* Work required *
Find the string "read" in the data, then copy every line where it is found.

* Records supplied *
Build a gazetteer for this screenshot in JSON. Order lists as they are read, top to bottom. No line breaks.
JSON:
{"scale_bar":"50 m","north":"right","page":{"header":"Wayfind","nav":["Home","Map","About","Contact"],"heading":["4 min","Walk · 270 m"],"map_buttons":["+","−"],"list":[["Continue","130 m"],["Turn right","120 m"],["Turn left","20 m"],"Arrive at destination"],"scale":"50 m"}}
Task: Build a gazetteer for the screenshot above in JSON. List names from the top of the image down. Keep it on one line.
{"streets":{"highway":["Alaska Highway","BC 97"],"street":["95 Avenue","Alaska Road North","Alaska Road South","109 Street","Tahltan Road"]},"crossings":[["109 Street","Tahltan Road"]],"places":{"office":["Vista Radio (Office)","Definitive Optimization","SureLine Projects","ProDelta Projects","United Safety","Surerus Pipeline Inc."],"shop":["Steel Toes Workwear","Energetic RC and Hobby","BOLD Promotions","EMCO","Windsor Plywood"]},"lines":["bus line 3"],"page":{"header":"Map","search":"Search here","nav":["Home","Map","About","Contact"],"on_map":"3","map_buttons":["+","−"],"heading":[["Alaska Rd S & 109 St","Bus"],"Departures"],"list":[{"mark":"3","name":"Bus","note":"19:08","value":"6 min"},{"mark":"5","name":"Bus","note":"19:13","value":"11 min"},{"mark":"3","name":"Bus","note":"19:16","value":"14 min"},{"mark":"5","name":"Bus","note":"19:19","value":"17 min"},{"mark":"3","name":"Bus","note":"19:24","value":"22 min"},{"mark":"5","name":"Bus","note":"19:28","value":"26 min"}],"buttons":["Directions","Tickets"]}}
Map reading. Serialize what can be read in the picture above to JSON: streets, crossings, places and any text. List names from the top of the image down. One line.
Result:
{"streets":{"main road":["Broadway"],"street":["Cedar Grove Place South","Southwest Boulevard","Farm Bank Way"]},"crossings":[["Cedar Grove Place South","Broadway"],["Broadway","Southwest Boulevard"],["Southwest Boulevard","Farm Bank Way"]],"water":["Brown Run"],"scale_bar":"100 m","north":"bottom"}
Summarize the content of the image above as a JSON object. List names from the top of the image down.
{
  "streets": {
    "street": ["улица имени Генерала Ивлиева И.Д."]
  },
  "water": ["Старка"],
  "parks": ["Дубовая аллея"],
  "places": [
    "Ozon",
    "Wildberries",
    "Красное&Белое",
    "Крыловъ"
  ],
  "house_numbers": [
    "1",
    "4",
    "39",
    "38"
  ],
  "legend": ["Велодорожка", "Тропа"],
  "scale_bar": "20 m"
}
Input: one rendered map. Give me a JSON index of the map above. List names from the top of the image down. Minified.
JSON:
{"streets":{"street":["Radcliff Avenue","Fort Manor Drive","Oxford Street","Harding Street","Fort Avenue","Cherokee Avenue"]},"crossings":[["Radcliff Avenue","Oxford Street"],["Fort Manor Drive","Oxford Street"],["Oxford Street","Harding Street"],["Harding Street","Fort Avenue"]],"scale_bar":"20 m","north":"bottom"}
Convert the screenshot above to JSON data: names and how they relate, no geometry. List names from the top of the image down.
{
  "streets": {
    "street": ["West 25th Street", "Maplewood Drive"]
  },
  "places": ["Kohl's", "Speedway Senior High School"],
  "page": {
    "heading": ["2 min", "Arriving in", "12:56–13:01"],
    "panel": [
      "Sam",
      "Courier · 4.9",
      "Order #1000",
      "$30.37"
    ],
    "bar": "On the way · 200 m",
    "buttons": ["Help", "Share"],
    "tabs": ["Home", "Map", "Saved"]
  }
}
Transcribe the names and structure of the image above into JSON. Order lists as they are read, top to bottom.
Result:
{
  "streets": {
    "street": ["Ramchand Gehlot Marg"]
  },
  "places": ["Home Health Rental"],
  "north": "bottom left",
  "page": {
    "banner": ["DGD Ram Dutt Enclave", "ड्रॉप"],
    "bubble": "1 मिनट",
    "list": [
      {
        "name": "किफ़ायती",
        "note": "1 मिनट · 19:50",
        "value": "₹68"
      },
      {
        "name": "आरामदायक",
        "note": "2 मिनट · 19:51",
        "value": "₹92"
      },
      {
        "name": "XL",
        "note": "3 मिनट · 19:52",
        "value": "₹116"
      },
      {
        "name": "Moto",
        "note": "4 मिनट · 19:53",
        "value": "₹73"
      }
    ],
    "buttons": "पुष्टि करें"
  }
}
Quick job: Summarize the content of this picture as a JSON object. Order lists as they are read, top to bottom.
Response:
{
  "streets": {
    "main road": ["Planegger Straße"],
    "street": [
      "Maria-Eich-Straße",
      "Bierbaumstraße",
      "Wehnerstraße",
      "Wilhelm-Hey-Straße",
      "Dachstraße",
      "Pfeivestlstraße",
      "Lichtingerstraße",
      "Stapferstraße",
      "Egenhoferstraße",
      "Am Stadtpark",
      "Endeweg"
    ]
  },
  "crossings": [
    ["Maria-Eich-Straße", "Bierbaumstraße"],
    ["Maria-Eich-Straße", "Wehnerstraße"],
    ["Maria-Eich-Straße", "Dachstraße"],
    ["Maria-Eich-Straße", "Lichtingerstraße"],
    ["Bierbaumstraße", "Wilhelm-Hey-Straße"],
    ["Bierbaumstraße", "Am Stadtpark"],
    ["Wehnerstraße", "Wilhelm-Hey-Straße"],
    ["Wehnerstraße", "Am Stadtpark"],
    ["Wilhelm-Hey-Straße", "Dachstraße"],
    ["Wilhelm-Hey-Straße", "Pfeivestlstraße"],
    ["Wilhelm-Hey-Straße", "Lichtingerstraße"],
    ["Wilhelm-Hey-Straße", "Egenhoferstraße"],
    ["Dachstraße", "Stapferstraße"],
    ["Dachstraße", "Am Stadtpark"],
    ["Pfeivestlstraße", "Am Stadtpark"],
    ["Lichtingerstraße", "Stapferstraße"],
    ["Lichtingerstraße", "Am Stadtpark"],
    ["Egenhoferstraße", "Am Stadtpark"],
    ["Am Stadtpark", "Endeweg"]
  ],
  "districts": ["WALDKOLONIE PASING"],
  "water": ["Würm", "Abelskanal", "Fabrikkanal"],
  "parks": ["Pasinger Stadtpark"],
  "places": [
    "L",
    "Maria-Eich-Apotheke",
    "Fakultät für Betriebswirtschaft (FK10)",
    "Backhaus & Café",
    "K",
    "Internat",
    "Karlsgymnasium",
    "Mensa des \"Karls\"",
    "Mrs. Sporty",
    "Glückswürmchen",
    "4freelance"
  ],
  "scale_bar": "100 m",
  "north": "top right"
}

* Solution for this exercise *
Build a gazetteer for this screenshot in JSON. Order lists as they are read, top to bottom. No line breaks.
Map reading. Serialize what can be read in the picture above to JSON: streets, crossings, places and any text. List names from the top of the image down. One line.
Transcribe the names and structure of the image above into JSON. Order lists as they are read, top to bottom.
Quick job: Summarize the content of this picture as a JSON object. Order lists as they are read, top to bottom.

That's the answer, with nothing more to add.